Wedding Planning

Browse our collection of professional templates.

Planning a wedding involves countless emails and messages to vendors, guests, and your wedding party. Our wedding planning templates help you communicate clearly and professionally throughout the entire process—from your first vendor inquiry to post-wedding thank you notes.

These templates save you time during one of the busiest periods of your life while ensuring every message strikes the perfect tone. Whether you're asking someone to be your bridesmaid or reminding guests about RSVPs, these scripts help you stay organized and stress-free.

📚 Featured Article: Wedding Planning Communication Guide

Published: January 19, 2026 | Category: Wedding Planning

Planning a wedding means sending hundreds of emails and messages—to vendors, guests, wedding party members, and family. Here's how to communicate clearly and gracefully through every stage of wedding planning.

Vendor Inquiry Best Practices

When contacting vendors, include your date, venue, guest count, and budget range in your first message. This saves everyone time. Ask about their availability first before diving into pricing details. Keep your initial message under 5 sentences—you can get detailed once they confirm availability.

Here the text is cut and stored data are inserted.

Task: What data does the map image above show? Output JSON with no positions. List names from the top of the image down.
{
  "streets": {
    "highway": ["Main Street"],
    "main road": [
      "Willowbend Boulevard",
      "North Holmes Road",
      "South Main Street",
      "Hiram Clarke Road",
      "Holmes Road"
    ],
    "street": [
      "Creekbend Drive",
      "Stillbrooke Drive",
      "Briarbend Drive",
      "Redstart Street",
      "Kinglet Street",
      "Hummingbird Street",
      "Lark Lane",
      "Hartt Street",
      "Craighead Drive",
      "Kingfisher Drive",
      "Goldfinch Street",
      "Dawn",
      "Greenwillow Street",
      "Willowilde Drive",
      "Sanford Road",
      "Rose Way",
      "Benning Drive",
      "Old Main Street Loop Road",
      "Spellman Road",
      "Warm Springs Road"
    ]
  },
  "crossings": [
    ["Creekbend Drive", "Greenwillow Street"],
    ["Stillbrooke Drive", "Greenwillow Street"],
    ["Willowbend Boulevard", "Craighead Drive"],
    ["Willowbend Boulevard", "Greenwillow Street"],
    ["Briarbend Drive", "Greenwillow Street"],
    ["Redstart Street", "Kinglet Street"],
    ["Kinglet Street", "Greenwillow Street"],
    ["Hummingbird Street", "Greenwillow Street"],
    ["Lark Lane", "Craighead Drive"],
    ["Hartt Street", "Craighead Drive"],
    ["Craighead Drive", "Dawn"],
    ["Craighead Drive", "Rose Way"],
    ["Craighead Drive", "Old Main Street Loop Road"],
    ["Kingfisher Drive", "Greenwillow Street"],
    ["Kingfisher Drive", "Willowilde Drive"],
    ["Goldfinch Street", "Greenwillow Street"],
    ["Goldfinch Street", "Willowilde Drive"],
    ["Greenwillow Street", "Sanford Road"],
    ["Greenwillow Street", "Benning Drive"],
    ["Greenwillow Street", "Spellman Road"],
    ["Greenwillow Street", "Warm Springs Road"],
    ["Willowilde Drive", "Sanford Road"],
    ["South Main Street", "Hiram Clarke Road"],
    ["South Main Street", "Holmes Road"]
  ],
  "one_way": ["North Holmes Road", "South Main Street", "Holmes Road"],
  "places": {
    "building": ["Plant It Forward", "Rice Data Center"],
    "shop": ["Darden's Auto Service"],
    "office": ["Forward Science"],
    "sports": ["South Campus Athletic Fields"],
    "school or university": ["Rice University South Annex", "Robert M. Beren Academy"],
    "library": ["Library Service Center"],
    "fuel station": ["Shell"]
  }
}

The RSVP Problem: How to Get Responses

Send Save-the-Dates 6-8 months in advance, invitations 8 weeks before the wedding, and set your RSVP deadline for 3 weeks before the wedding (not earlier—people procrastinate). For guests who don't RSVP by the deadline, text them directly: "Hey! Haven't heard from you about the wedding. Can you make it? Need final numbers for catering!"

The Plus-One Question

Address your invitation envelopes clearly: "Mr. John Smith" means no plus-one, "Mr. John Smith & Guest" means they get one. If guests ask about plus-ones you didn't offer, respond kindly but firmly: "Due to venue capacity limits, we're keeping it intimate with close friends and family only. Hope you understand!"

Wedding Party Communication

Ask bridesmaids and groomsmen in person or via video call when possible, then follow up with a message containing all the details: wedding date, dress code, estimated costs, and time commitments. Create a group chat but also check in with individuals—group dynamics can hide personal concerns.